**Instructions for the task:** Across the records below, how many lines include the word "stream"? State only the number.

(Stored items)

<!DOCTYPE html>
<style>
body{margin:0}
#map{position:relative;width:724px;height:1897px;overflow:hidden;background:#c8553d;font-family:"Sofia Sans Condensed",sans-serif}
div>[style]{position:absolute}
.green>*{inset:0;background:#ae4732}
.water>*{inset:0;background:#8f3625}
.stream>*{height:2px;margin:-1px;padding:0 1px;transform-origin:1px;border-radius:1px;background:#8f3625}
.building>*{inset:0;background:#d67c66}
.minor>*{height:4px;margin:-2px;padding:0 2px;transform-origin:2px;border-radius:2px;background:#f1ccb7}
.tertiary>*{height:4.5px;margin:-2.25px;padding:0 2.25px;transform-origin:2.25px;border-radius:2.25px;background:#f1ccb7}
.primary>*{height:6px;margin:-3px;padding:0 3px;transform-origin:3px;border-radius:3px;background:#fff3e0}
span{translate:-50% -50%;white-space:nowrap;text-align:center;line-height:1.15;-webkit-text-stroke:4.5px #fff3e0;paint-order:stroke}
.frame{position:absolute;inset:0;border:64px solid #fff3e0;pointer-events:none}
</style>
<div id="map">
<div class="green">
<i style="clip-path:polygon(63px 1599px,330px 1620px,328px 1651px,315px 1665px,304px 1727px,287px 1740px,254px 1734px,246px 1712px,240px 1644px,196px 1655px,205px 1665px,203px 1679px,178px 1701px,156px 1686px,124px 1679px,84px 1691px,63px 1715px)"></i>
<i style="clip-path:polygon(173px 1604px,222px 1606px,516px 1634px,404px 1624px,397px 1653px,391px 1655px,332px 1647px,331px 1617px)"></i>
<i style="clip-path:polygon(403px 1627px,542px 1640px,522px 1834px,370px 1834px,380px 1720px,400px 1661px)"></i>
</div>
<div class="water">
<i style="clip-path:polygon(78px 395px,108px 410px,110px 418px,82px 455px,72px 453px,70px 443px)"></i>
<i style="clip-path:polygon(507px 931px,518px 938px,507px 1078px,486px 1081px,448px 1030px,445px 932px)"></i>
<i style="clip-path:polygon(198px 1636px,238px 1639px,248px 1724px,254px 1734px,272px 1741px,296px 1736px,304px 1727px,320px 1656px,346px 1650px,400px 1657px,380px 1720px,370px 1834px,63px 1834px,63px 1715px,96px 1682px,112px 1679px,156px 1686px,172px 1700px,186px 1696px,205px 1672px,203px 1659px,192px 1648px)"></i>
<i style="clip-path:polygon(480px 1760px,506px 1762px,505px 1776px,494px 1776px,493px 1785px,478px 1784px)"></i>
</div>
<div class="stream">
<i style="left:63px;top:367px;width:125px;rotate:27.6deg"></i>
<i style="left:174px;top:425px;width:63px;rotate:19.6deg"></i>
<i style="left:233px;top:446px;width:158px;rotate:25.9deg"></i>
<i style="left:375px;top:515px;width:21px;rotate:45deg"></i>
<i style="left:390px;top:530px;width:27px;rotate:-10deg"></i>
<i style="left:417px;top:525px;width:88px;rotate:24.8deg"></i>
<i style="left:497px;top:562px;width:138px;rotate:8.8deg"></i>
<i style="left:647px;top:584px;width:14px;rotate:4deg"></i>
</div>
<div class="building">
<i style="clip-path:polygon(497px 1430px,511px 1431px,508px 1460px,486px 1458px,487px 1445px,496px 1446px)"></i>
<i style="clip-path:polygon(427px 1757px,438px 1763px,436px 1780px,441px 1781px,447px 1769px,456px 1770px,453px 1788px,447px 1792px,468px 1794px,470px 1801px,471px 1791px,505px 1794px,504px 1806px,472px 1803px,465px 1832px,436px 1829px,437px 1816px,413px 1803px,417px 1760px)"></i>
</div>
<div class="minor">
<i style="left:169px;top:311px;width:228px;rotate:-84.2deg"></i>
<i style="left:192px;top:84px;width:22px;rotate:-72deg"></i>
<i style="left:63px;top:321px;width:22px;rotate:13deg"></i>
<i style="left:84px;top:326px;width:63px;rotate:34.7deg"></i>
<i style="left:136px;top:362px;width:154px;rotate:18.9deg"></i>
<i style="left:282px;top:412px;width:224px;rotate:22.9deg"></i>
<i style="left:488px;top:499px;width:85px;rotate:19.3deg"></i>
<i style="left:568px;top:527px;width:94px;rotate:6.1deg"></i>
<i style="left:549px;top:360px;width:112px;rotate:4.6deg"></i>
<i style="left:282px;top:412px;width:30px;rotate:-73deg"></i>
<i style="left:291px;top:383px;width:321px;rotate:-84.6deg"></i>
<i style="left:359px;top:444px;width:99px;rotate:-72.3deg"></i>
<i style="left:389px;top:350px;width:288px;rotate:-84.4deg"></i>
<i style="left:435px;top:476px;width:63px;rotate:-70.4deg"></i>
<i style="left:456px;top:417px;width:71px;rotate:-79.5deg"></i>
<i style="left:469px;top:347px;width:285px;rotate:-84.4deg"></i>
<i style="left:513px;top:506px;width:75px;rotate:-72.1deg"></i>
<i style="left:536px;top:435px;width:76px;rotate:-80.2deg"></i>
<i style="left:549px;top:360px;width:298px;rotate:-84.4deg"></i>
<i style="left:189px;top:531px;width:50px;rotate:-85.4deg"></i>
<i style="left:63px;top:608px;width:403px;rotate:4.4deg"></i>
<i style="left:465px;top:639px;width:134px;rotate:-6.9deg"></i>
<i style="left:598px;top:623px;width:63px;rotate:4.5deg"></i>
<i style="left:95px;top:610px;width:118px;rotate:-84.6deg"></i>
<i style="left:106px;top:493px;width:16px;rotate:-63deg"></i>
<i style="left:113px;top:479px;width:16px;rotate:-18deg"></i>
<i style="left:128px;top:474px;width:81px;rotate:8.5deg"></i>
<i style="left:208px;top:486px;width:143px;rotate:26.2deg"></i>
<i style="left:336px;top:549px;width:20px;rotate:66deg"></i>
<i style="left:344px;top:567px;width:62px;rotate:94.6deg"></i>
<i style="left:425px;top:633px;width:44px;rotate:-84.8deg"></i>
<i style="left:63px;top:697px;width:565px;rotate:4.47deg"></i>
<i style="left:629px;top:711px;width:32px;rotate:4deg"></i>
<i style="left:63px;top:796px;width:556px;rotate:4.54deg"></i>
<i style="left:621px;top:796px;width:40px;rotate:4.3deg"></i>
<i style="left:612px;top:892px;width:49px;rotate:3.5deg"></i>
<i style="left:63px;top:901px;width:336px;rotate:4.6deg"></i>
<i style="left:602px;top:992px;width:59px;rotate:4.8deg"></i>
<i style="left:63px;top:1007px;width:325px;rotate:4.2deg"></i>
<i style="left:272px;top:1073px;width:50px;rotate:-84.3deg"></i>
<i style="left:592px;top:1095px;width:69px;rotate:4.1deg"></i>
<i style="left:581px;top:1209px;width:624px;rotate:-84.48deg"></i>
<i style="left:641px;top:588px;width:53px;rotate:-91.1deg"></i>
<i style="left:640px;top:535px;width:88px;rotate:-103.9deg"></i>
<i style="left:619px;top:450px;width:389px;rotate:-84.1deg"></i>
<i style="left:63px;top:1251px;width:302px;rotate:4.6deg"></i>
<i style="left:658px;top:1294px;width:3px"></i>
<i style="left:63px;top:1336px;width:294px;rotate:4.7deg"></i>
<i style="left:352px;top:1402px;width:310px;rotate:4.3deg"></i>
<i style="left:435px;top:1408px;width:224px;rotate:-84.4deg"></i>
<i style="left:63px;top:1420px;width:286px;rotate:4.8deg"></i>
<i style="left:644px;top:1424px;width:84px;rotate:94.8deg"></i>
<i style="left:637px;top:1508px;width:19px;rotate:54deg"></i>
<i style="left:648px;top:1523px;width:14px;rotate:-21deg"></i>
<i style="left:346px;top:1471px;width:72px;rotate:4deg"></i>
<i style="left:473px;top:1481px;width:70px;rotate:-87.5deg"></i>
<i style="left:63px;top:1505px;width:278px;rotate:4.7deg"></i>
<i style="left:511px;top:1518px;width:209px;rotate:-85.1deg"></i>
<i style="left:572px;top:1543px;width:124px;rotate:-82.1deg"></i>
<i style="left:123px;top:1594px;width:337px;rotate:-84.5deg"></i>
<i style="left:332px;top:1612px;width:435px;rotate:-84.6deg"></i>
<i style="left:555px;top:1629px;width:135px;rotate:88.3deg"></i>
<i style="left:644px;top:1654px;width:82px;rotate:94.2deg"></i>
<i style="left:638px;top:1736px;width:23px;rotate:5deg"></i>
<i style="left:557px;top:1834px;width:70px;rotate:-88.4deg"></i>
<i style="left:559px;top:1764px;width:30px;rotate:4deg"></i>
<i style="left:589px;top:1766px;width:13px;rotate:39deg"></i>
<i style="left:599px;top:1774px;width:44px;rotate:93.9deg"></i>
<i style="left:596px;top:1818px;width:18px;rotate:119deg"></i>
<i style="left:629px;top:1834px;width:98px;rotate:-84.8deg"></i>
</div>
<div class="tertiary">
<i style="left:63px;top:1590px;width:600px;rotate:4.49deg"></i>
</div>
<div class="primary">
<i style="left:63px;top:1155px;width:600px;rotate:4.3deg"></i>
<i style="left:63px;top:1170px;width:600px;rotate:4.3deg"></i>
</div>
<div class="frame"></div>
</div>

**Exercise answer:** 2